• _Try it_
Write out, word for word, each line from the start of the entries through the one holding "const ctx = document.querySelector('canvas').getContext('2d');"; omit the pictures.

##########

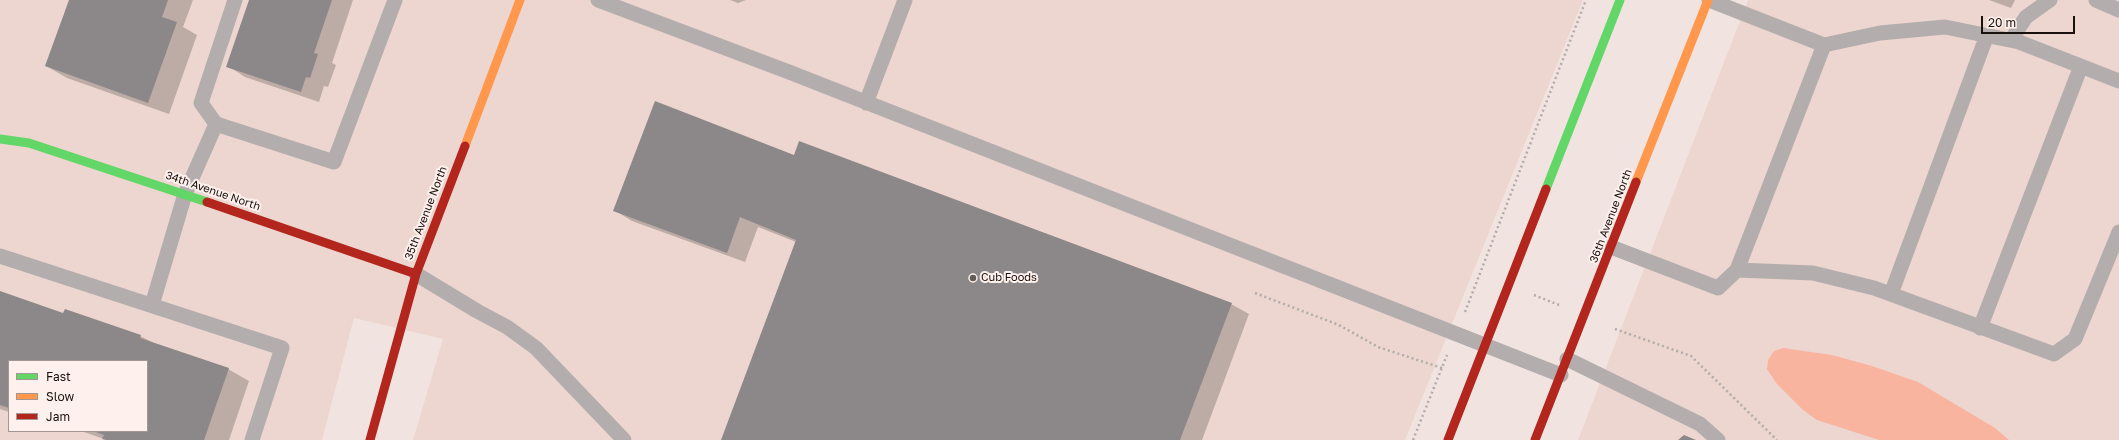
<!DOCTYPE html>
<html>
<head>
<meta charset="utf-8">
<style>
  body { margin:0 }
  #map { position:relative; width:2119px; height:440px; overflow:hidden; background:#f1e4e0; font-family:"Golos Text",sans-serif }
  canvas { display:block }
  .legend { position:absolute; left:8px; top:360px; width:140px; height:72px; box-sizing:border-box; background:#fef0ec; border:1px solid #a29793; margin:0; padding:5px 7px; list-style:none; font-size:12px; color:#18110e }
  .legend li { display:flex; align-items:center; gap:8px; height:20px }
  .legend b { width:20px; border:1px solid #a29793 }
  .scale { position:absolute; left:1981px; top:16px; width:94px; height:18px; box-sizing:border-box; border:2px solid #18110e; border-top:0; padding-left:5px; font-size:12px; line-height:14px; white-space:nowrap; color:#18110e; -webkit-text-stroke:3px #fef0ec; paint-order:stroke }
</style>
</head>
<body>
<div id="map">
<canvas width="2119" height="440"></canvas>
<ul class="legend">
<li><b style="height:5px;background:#63d668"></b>Fast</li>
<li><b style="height:5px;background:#ff974d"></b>Slow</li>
<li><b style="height:5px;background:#b3261e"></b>Jam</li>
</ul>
<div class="scale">20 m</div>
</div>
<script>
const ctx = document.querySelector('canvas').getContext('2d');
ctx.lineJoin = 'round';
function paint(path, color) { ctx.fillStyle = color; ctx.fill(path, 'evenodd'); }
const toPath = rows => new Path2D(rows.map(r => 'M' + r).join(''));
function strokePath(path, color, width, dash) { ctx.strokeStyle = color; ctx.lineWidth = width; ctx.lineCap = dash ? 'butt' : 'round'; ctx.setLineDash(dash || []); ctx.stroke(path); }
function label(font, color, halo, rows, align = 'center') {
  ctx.font = font + ' "Golos Text",sans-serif'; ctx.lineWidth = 4; ctx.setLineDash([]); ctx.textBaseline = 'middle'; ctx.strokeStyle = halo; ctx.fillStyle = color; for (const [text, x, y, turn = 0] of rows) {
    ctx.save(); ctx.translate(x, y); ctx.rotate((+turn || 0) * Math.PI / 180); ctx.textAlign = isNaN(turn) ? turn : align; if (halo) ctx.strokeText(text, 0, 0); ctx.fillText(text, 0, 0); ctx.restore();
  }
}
const built = toPath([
  [0,0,1583,0,1405,440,413,440,443,339,354,318,322,440,0,440],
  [9,361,147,361,147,431,9,431],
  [1748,0,2119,0,2119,440,1578,440]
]);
const water = toPath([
  [1783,348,1832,355,1872,366,1918,382,1995,428,2009,440,1879,440,1817,420,1803,410,1777,384,1767,369,1768,360,1774,351]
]);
const shadow = toPath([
  [70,0,193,0,183,27,197,35,169,114,67,78,46,66],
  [250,0,353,0,332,63,336,65,328,87,324,86,319,102,245,77,228,66],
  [730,0,746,0,738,3],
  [1989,0,2015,0,2011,8],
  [795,156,1231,304,1249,314,1202,440,722,440,796,242,758,227,745,262,632,221,614,210],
  [0,292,64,314,140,336,156,344,228,369,249,381,229,440,107,440,81,431,147,431,147,361,9,361,9,412,0,409]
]);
const building = toPath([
  [69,0,168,0,162,17,177,22,148,103,45,66],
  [249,0,332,0,314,53,318,54,310,78,306,77,301,92,226,67],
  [655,101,794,155,799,141,1232,303,1180,440,721,440,796,240,740,217,727,253,613,211],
  [0,291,63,313,65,309,141,335,140,338,229,368,204,440,106,440,102,439,104,435,93,431,147,431,147,361,9,361,9,408,0,405],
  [1684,435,1696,440,1678,440]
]);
const path = toPath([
  [1255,293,1339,325,1378,347,1442,368],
  [1534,295,1559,305],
  [1465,312,1586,0],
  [1615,329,1691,356,1777,440],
  [1413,440,1447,355]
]);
const lane = toPath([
  [598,0,789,72,1561,375],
  [2096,0,2119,10],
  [2011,40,2026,17,2050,0],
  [1824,45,1880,33,1945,27,2019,42,2119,81],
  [866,103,905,0],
  [216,124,334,162,395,0],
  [1611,247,1718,288,1737,270,1824,45,1709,0],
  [0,256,282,348,252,440],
  [1737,270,1813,273,1874,288,2054,354,2075,339,2119,232],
  [416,274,477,311,507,327,536,348,624,440],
  [1891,294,1987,35],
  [152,305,185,194,216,124,201,103,235,0],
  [1980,328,2081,66],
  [1567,359,1700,424,1718,440]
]);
const fast = toPath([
  [0,139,29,143,207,202],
  [1546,189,1620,0]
]);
const slow = toPath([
  [465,146,520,0],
  [1636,182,1708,0]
]);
const jam = toPath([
  [207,202,416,274],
  [370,440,416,274,465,146],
  [1448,440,1546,189],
  [1535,440,1636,182]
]);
const markers = [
  [973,278,4,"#645b58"]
];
const streetNames = [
  ["34th Avenue North",213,191,19],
  ["35th Avenue North",426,213,-69],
  ["36th Avenue North",1611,216,-69]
];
const poiNames = [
  ["Cub Foods",981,278]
];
paint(built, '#edd6cf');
paint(water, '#f9b4a0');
paint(shadow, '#0003');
paint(building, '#8c8889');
strokePath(path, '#b1abaa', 2.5, [2, 3]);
strokePath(lane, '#b3aead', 15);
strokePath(fast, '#63d668', 9);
strokePath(slow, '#ff974d', 9);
strokePath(jam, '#b3261e', 9);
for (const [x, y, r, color] of markers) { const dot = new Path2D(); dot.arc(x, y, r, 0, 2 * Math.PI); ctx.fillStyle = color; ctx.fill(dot); strokePath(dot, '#fef0ec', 1.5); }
label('11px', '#18110e', '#fef0ec', streetNames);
label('11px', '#18110e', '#fef0ec', poiNames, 'left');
</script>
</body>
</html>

##########

• _Exercise result_
<!DOCTYPE html>
<html>
<head>
<meta charset="utf-8">
<style>
  body { margin:0 }
  #map { position:relative; width:2119px; height:440px; overflow:hidden; background:#f1e4e0; font-family:"Golos Text",sans-serif }
  canvas { display:block }
  .legend { position:absolute; left:8px; top:360px; width:140px; height:72px; box-sizing:border-box; background:#fef0ec; border:1px solid #a29793; margin:0; padding:5px 7px; list-style:none; font-size:12px; color:#18110e }
  .legend li { display:flex; align-items:center; gap:8px; height:20px }
  .legend b { width:20px; border:1px solid #a29793 }
  .scale { position:absolute; left:1981px; top:16px; width:94px; height:18px; box-sizing:border-box; border:2px solid #18110e; border-top:0; padding-left:5px; font-size:12px; line-height:14px; white-space:nowrap; color:#18110e; -webkit-text-stroke:3px #fef0ec; paint-order:stroke }
</style>
</head>
<body>
<div id="map">
<canvas width="2119" height="440"></canvas>
<ul class="legend">
<li><b style="height:5px;background:#63d668"></b>Fast</li>
<li><b style="height:5px;background:#ff974d"></b>Slow</li>
<li><b style="height:5px;background:#b3261e"></b>Jam</li>
</ul>
<div class="scale">20 m</div>
</div>
<script>
const ctx = document.querySelector('canvas').getContext('2d');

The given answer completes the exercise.